ACTIVITY: All of the data beneath this instruction is to be transcribed word for word.

+++ DATA FOR THE TASK +++

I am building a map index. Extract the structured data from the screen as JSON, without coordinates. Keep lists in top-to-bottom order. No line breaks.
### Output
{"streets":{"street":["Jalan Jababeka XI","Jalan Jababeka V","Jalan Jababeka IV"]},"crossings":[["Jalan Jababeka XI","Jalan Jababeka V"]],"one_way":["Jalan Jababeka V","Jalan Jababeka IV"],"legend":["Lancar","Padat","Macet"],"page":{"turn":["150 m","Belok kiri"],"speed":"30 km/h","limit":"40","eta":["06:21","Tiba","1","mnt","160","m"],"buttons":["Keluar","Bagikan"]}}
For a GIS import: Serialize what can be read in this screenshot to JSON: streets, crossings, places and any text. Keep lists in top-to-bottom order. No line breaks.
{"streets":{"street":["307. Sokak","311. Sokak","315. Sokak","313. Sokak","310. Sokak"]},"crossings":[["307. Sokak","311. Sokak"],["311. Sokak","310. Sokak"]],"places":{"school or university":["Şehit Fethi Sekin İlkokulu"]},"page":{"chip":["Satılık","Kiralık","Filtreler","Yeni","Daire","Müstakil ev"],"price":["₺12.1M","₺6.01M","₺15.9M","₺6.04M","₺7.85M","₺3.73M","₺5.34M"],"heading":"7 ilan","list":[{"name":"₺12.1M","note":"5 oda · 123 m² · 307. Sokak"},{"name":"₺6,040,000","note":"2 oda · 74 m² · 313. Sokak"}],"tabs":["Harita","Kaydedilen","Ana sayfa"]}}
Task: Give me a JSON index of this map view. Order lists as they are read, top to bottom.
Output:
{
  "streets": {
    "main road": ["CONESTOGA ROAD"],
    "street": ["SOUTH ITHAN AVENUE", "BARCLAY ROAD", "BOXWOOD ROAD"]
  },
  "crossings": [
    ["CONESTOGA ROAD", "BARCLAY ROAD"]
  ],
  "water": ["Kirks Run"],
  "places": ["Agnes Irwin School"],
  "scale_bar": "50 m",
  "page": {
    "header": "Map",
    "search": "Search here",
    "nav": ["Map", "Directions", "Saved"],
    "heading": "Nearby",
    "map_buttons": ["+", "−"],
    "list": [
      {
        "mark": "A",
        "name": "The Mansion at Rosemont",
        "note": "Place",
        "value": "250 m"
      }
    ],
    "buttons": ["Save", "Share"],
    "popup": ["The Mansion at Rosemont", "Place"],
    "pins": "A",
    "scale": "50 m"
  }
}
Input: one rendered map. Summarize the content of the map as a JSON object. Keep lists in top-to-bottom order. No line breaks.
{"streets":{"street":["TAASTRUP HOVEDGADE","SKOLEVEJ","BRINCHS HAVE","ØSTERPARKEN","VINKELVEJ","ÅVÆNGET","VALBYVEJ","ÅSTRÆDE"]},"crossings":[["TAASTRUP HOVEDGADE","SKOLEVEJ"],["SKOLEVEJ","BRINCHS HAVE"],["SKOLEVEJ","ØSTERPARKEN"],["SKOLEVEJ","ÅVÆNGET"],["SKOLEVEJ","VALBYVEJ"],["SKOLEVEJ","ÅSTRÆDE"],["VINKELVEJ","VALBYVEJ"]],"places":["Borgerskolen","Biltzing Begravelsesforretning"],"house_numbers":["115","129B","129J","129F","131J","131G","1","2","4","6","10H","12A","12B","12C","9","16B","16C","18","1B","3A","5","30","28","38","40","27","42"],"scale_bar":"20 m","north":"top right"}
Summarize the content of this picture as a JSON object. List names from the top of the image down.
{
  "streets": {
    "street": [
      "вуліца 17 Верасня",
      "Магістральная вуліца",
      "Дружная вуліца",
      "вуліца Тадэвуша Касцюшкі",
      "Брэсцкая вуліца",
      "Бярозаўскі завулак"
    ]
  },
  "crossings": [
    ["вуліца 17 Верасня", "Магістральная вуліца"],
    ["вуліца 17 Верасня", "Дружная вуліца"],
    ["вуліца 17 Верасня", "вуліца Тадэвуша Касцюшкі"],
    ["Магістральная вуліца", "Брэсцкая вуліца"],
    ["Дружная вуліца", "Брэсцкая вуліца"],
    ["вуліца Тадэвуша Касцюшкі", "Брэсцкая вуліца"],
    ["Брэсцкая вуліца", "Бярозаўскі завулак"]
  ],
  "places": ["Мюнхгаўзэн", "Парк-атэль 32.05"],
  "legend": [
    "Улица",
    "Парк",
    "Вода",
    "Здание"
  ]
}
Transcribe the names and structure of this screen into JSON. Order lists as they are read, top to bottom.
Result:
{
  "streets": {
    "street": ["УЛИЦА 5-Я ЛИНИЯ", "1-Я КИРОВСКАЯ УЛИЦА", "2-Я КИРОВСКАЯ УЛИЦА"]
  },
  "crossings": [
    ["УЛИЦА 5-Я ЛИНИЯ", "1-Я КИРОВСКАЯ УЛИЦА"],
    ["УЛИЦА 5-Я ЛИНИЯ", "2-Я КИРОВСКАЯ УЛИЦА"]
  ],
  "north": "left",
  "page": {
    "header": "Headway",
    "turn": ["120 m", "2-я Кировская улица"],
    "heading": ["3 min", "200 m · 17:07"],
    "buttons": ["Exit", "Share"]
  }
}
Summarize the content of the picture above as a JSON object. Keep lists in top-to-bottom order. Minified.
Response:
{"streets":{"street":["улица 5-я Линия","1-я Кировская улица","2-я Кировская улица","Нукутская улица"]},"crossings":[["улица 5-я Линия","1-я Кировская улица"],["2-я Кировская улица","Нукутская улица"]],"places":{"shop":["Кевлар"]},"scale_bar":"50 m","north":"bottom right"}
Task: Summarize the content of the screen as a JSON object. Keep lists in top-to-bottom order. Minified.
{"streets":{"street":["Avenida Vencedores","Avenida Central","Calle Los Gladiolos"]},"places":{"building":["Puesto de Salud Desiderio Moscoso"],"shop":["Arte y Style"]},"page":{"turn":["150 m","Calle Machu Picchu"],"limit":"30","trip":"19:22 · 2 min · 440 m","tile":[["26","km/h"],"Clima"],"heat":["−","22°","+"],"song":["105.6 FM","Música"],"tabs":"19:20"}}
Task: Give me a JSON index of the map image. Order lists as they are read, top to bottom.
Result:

+++

REPLY TO THE TASK:
I am building a map index. Extract the structured data from the screen as JSON, without coordinates. Keep lists in top-to-bottom order. No line breaks.
### Output
{"streets":{"street":["Jalan Jababeka XI","Jalan Jababeka V","Jalan Jababeka IV"]},"crossings":[["Jalan Jababeka XI","Jalan Jababeka V"]],"one_way":["Jalan Jababeka V","Jalan Jababeka IV"],"legend":["Lancar","Padat","Macet"],"page":{"turn":["150 m","Belok kiri"],"speed":"30 km/h","limit":"40","eta":["06:21","Tiba","1","mnt","160","m"],"buttons":["Keluar","Bagikan"]}}
For a GIS import: Serialize what can be read in this screenshot to JSON: streets, crossings, places and any text. Keep lists in top-to-bottom order. No line breaks.
{"streets":{"street":["307. Sokak","311. Sokak","315. Sokak","313. Sokak","310. Sokak"]},"crossings":[["307. Sokak","311. Sokak"],["311. Sokak","310. Sokak"]],"places":{"school or university":["Şehit Fethi Sekin İlkokulu"]},"page":{"chip":["Satılık","Kiralık","Filtreler","Yeni","Daire","Müstakil ev"],"price":["₺12.1M","₺6.01M","₺15.9M","₺6.04M","₺7.85M","₺3.73M","₺5.34M"],"heading":"7 ilan","list":[{"name":"₺12.1M","note":"5 oda · 123 m² · 307. Sokak"},{"name":"₺6,040,000","note":"2 oda · 74 m² · 313. Sokak"}],"tabs":["Harita","Kaydedilen","Ana sayfa"]}}
Task: Give me a JSON index of this map view. Order lists as they are read, top to bottom.
Output:
{
  "streets": {
    "main road": ["CONESTOGA ROAD"],
    "street": ["SOUTH ITHAN AVENUE", "BARCLAY ROAD", "BOXWOOD ROAD"]
  },
  "crossings": [
    ["CONESTOGA ROAD", "BARCLAY ROAD"]
  ],
  "water": ["Kirks Run"],
  "places": ["Agnes Irwin School"],
  "scale_bar": "50 m",
  "page": {
    "header": "Map",
    "search": "Search here",
    "nav": ["Map", "Directions", "Saved"],
    "heading": "Nearby",
    "map_buttons": ["+", "−"],
    "list": [
      {
        "mark": "A",
        "name": "The Mansion at Rosemont",
        "note": "Place",
        "value": "250 m"
      }
    ],
    "buttons": ["Save", "Share"],
    "popup": ["The Mansion at Rosemont", "Place"],
    "pins": "A",
    "scale": "50 m"
  }
}
Input: one rendered map. Summarize the content of the map as a JSON object. Keep lists in top-to-bottom order. No line breaks.
{"streets":{"street":["TAASTRUP HOVEDGADE","SKOLEVEJ","BRINCHS HAVE","ØSTERPARKEN","VINKELVEJ","ÅVÆNGET","VALBYVEJ","ÅSTRÆDE"]},"crossings":[["TAASTRUP HOVEDGADE","SKOLEVEJ"],["SKOLEVEJ","BRINCHS HAVE"],["SKOLEVEJ","ØSTERPARKEN"],["SKOLEVEJ","ÅVÆNGET"],["SKOLEVEJ","VALBYVEJ"],["SKOLEVEJ","ÅSTRÆDE"],["VINKELVEJ","VALBYVEJ"]],"places":["Borgerskolen","Biltzing Begravelsesforretning"],"house_numbers":["115","129B","129J","129F","131J","131G","1","2","4","6","10H","12A","12B","12C","9","16B","16C","18","1B","3A","5","30","28","38","40","27","42"],"scale_bar":"20 m","north":"top right"}
Summarize the content of this picture as a JSON object. List names from the top of the image down.
{
  "streets": {
    "street": [
      "вуліца 17 Верасня",
      "Магістральная вуліца",
      "Дружная вуліца",
      "вуліца Тадэвуша Касцюшкі",
      "Брэсцкая вуліца",
      "Бярозаўскі завулак"
    ]
  },
  "crossings": [
    ["вуліца 17 Верасня", "Магістральная вуліца"],
    ["вуліца 17 Верасня", "Дружная вуліца"],
    ["вуліца 17 Верасня", "вуліца Тадэвуша Касцюшкі"],
    ["Магістральная вуліца", "Брэсцкая вуліца"],
    ["Дружная вуліца", "Брэсцкая вуліца"],
    ["вуліца Тадэвуша Касцюшкі", "Брэсцкая вуліца"],
    ["Брэсцкая вуліца", "Бярозаўскі завулак"]
  ],
  "places": ["Мюнхгаўзэн", "Парк-атэль 32.05"],
  "legend": [
    "Улица",
    "Парк",
    "Вода",
    "Здание"
  ]
}
Transcribe the names and structure of this screen into JSON. Order lists as they are read, top to bottom.
Result:
{
  "streets": {
    "street": ["УЛИЦА 5-Я ЛИНИЯ", "1-Я КИРОВСКАЯ УЛИЦА", "2-Я КИРОВСКАЯ УЛИЦА"]
  },
  "crossings": [
    ["УЛИЦА 5-Я ЛИНИЯ", "1-Я КИРОВСКАЯ УЛИЦА"],
    ["УЛИЦА 5-Я ЛИНИЯ", "2-Я КИРОВСКАЯ УЛИЦА"]
  ],
  "north": "left",
  "page": {
    "header": "Headway",
    "turn": ["120 m", "2-я Кировская улица"],
    "heading": ["3 min", "200 m · 17:07"],
    "buttons": ["Exit", "Share"]
  }
}
Summarize the content of the picture above as a JSON object. Keep lists in top-to-bottom order. Minified.
Response:
{"streets":{"street":["улица 5-я Линия","1-я Кировская улица","2-я Кировская улица","Нукутская улица"]},"crossings":[["улица 5-я Линия","1-я Кировская улица"],["2-я Кировская улица","Нукутская улица"]],"places":{"shop":["Кевлар"]},"scale_bar":"50 m","north":"bottom right"}
Task: Summarize the content of the screen as a JSON object. Keep lists in top-to-bottom order. Minified.
{"streets":{"street":["Avenida Vencedores","Avenida Central","Calle Los Gladiolos"]},"places":{"building":["Puesto de Salud Desiderio Moscoso"],"shop":["Arte y Style"]},"page":{"turn":["150 m","Calle Machu Picchu"],"limit":"30","trip":"19:22 · 2 min · 440 m","tile":[["26","km/h"],"Clima"],"heat":["−","22°","+"],"song":["105.6 FM","Música"],"tabs":"19:20"}}
Task: Give me a JSON index of the map image. Order lists as they are read, top to bottom.
Result:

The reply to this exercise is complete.